Before we move any further, we must be careful not to make the serious mistake of thinking of the kingdom of heaven as something distant, whether that distance be a matter of time or space.  For a Jew such as Jesus, the kingdom of heaven was defined as God’s rule on earth.  Heaven was not the eternally blessed attainment, after death, of a life well-lived.  It is incredibly important to establish such things, as it is incumbent upon us to know what Jesus would have had in mind, along with what His hearers would have had in mind, knowing that they had to share a common verbal and mental vocabulary, so that Jesus might be understood.  The idea of heaven, and the attached idea of an eternal realm to be occupied by disembodied souls, would have been foreign to the religious thought-world of the Israel of Jesus’ day.  As a matter of fact, it would have been heavily resisted, as an alien invader.  It was Greek thought, popularized by Plato, that divided the physical from the spiritual, positing that the physical world was only a shabby reflection of the spiritual world.  Essentially, for the Greeks and for those influenced by Greek thought, physical equaled bad, whereas spiritual equaled good. 
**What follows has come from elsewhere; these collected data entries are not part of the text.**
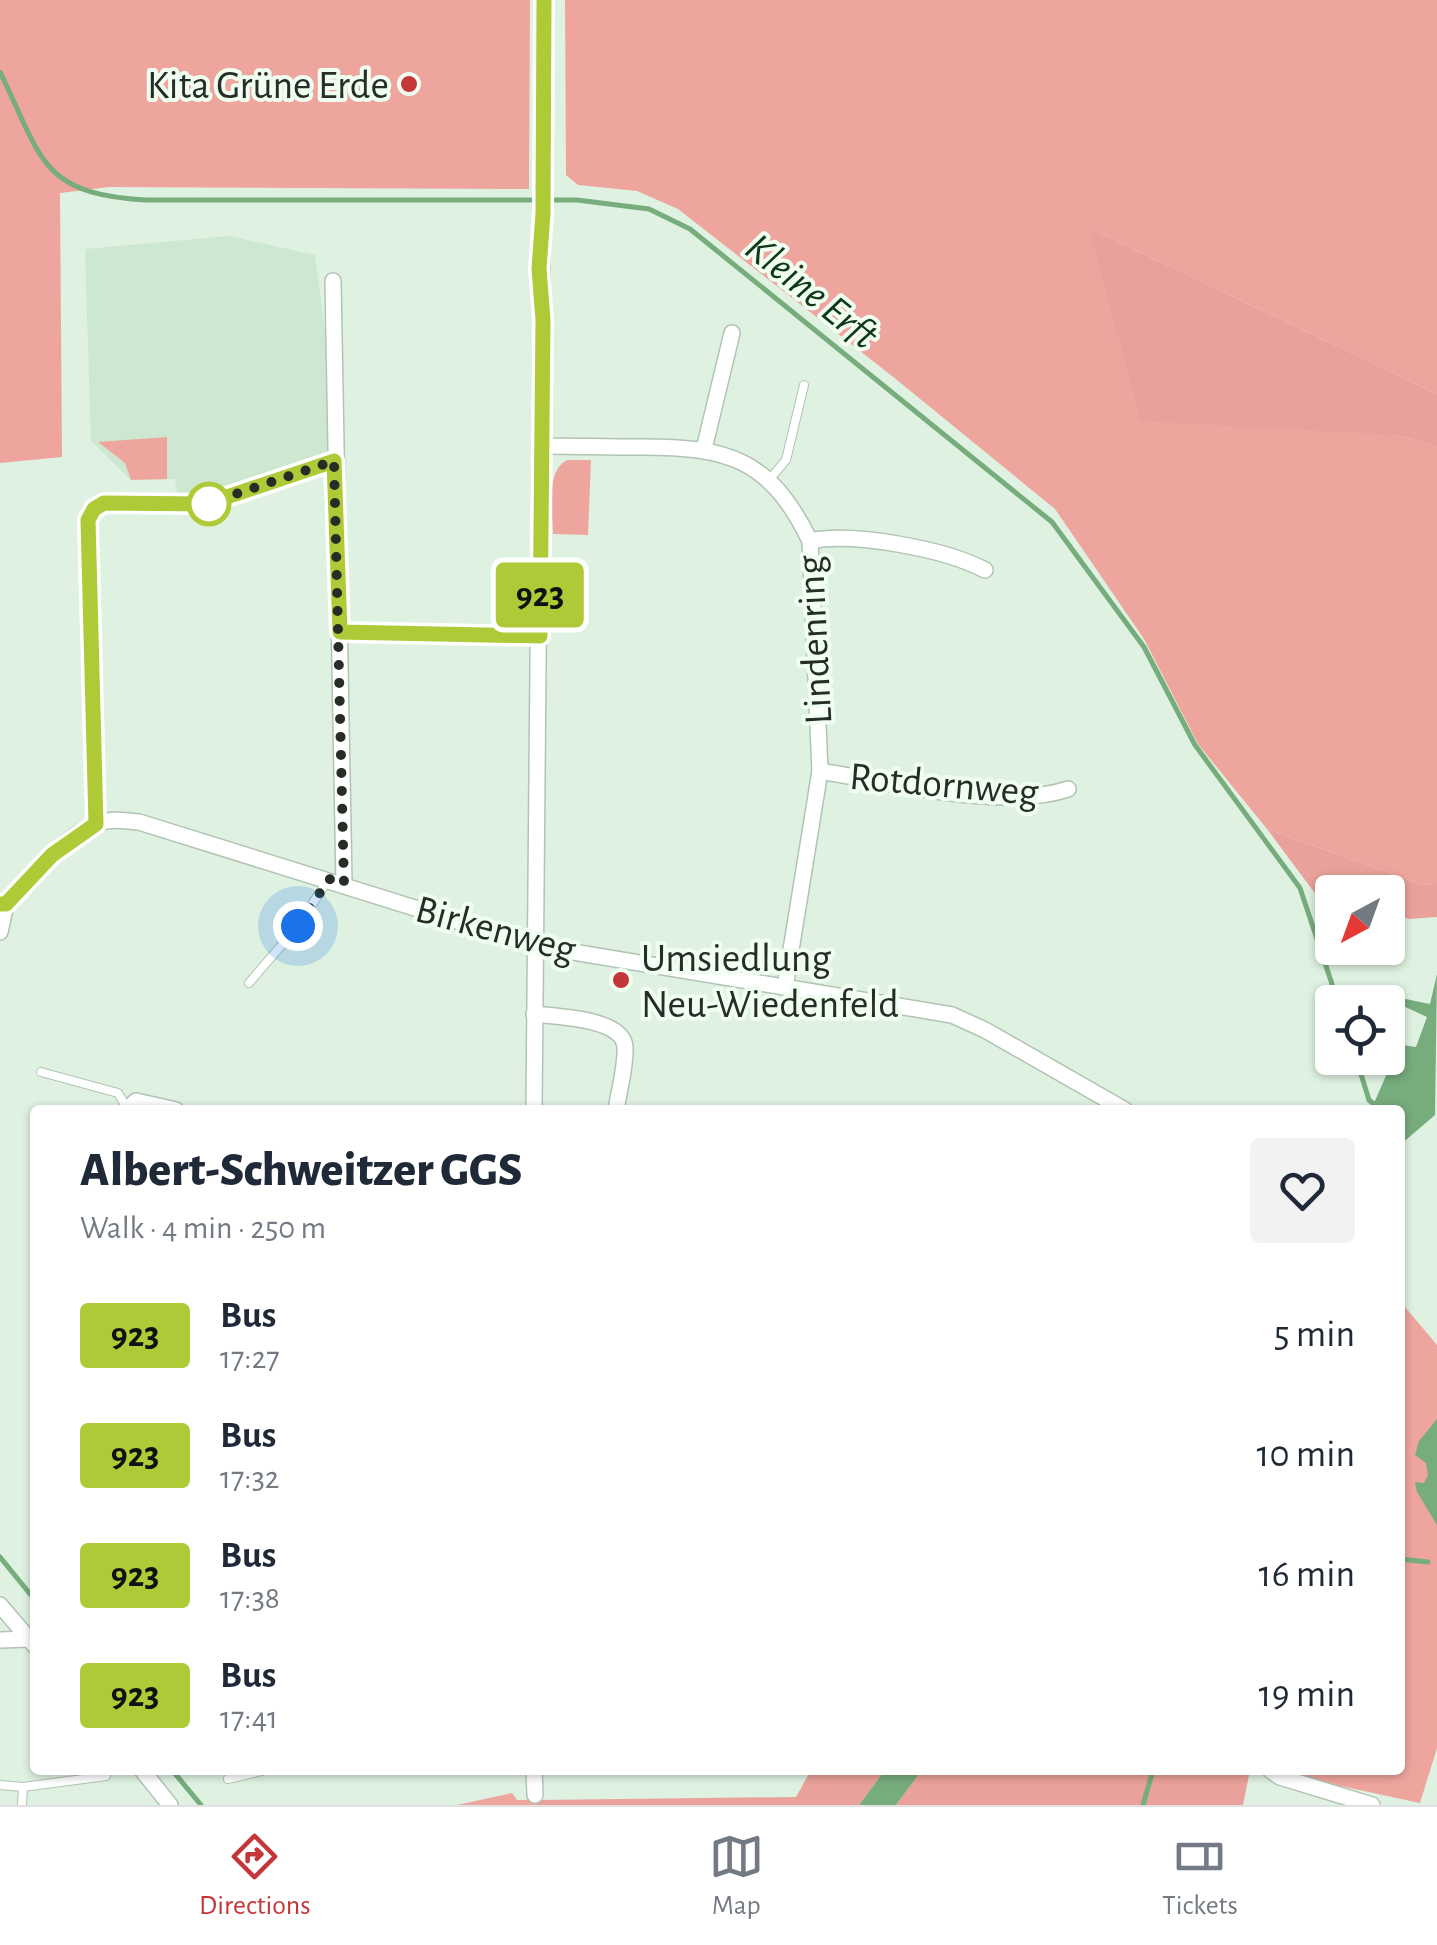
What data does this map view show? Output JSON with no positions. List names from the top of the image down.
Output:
{
  "streets": {
    "street": ["Lindenring", "Rotdornweg", "Birkenweg"]
  },
  "crossings": [
    ["Lindenring", "Rotdornweg"],
    ["Lindenring", "Birkenweg"]
  ],
  "water": ["Kleine Erft"],
  "places": ["Kita Grüne Erde", "Umsiedlung Neu-Wiedenfeld"],
  "lines": ["bus line 923"],
  "north": "bottom left",
  "page": {
    "on_map": "923",
    "heading": ["Albert-Schweitzer GGS", "Walk · 4 min · 250 m"],
    "list": [
      {
        "mark": "923",
        "name": "Bus",
        "note": "17:27",
        "value": "5 min"
      },
      {
        "mark": "923",
        "name": "Bus",
        "note": "17:32",
        "value": "10 min"
      },
      {
        "mark": "923",
        "name": "Bus",
        "note": "17:38",
        "value": "16 min"
      },
      {
        "mark": "923",
        "name": "Bus",
        "note": "17:41",
        "value": "19 min"
      }
    ],
    "tabs": ["Directions", "Map", "Tickets"]
  }
}
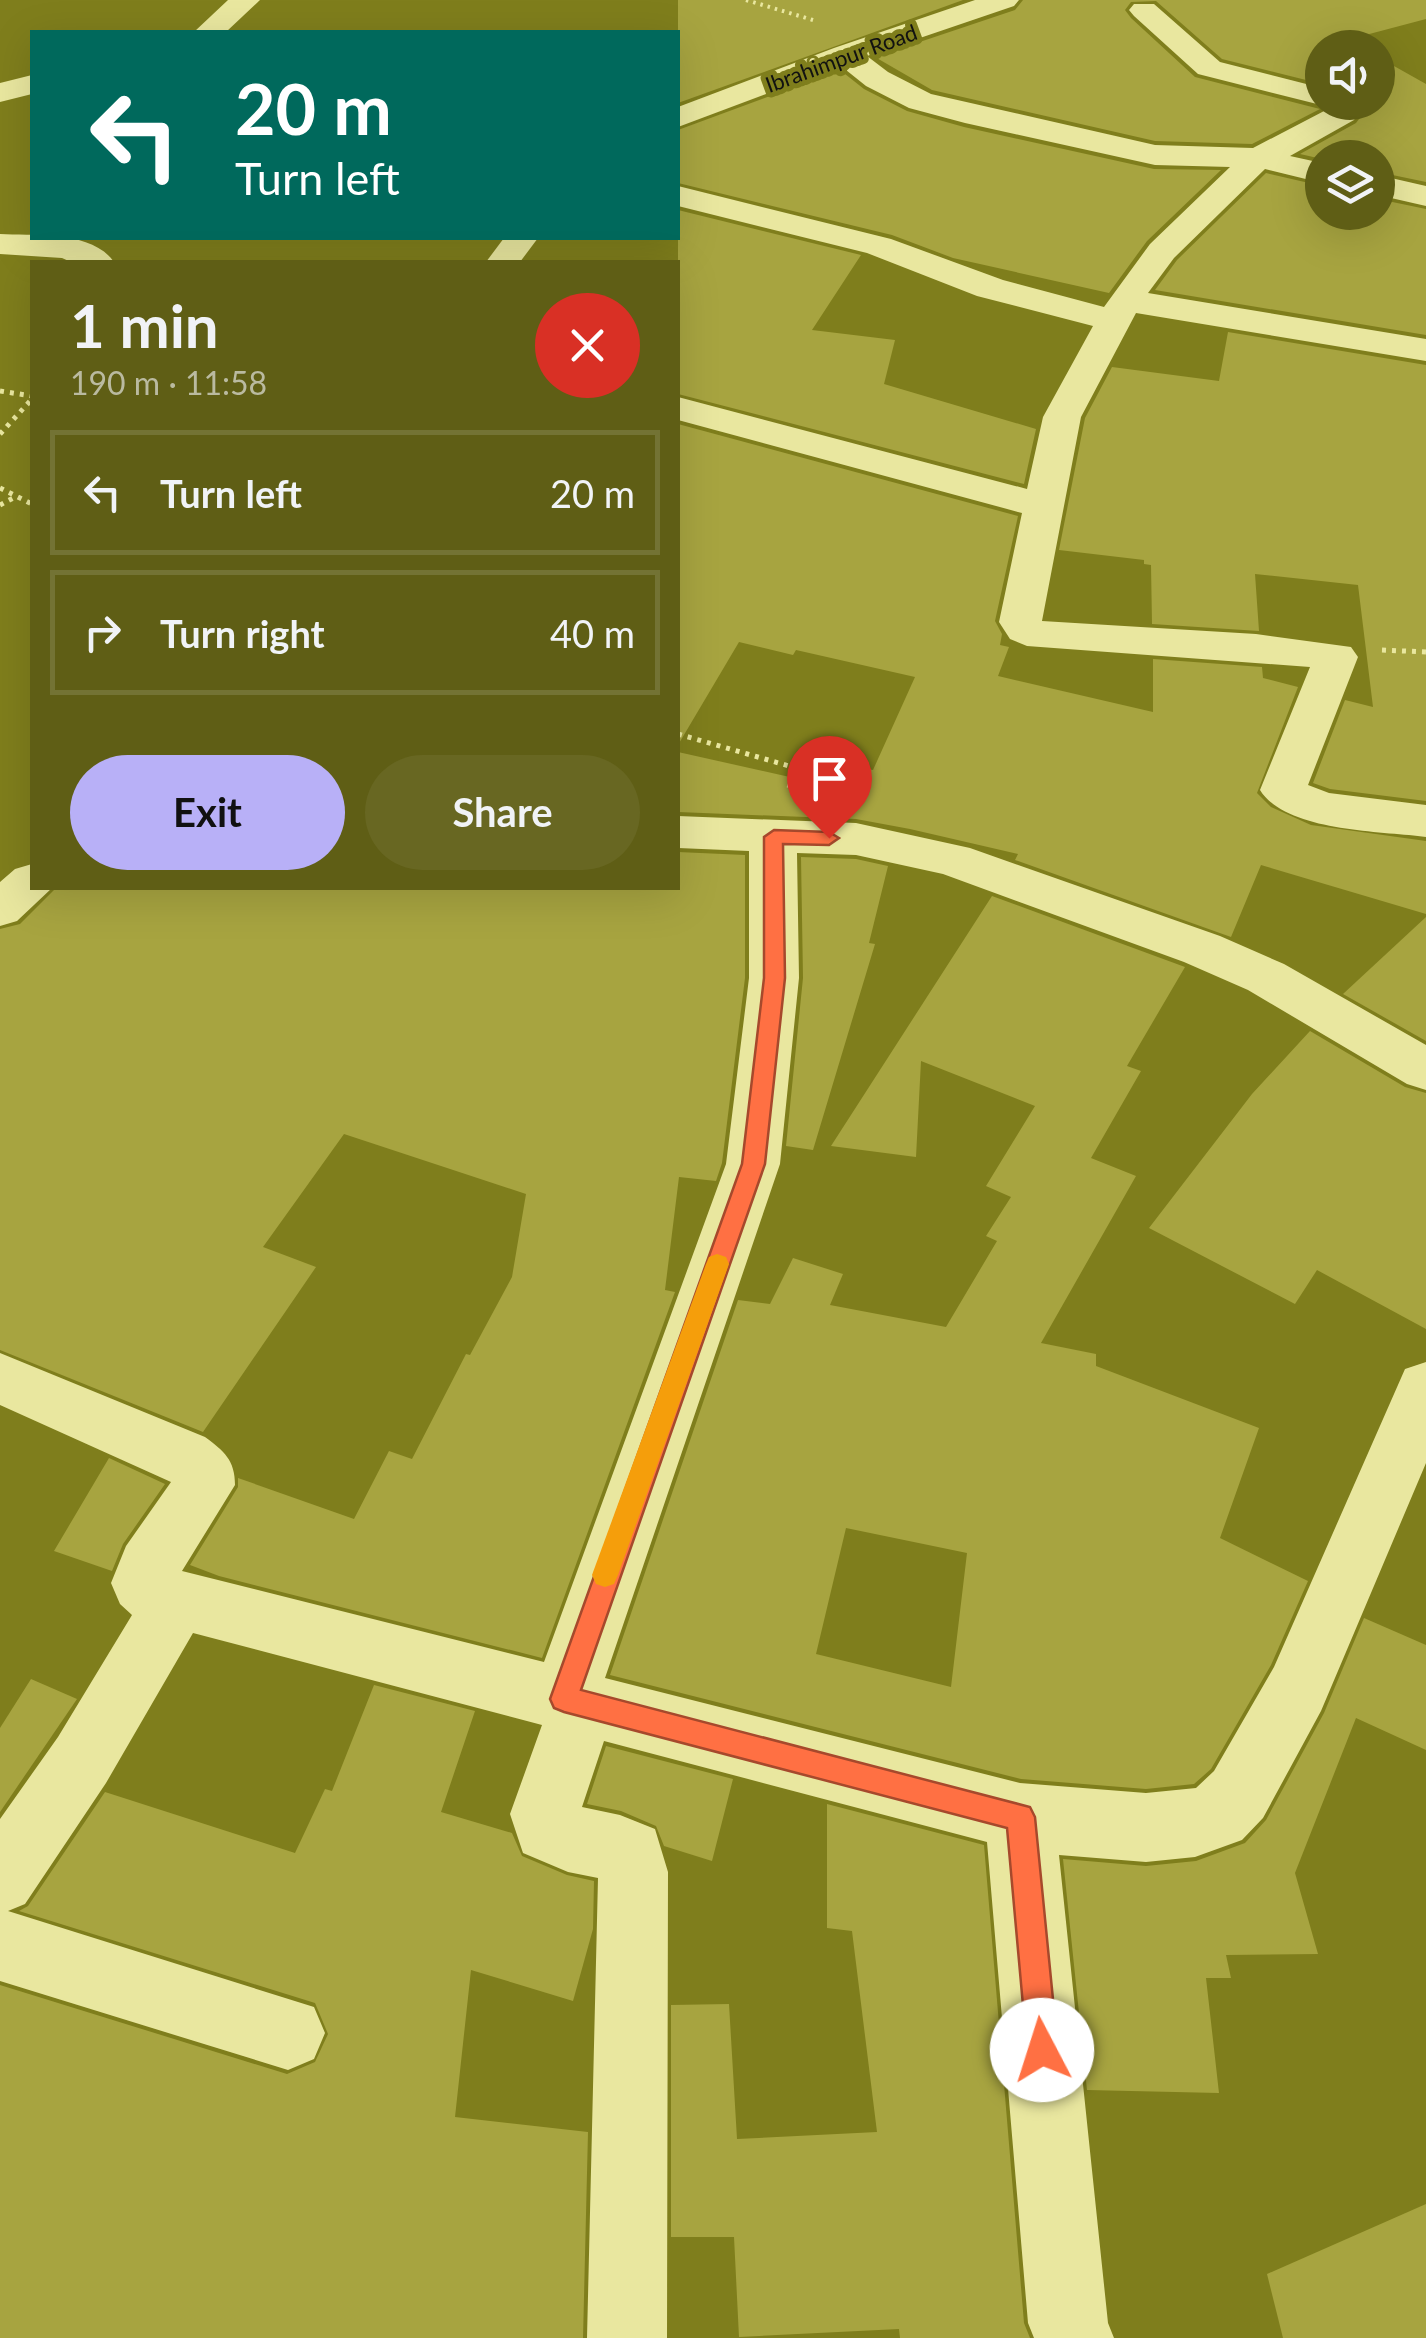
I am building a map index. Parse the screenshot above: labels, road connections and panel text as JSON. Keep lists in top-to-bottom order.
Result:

This would not have been the position of one of the covenant people of the Creator God.  They knew that God had created a world that was very good, that the good world He had created had been corrupted, and that God was eventually going to act to not only restore this world to its very good condition, but that His restoring, redeeming operation, which would occur in history, was going to create a world even better than the one that had suffered a fall. 

Heaven was the realm of God’s abode, and the ongoing movement of God that occurred through His people was for the purpose of causing heaven and earth to come together.  When acts in accordance with the covenant responsibilities of the covenant people were performed, such as caring for orphans and widows (an extraordinarily prominent theme throughout the Hebrew Scriptures), that was when heaven and earth were over-lapping and God’s will was being done on earth as in heaven.  The long-sought-after kingdom of heaven was the time when this overlap of the abode of God and the realm of man (the creation in which the creatures made in God’s image dwelt and were called to steward) would finally and completely take place.  When the kingdom of heaven was fully and finally manifest, and God ruled over His redeemed creation, it would then be said that “Death has been swallowed up in victory,” and questions such as “Where, O death, is your victory?  Where, O death, is your sting?” (1 Corinthians 15:54b-55) could be asked.  The Apostle Paul rightly connects the coming of the kingdom of heaven with the resurrection of the dead, thus indicating, among other things, that this was a feature of first century Jewish thought.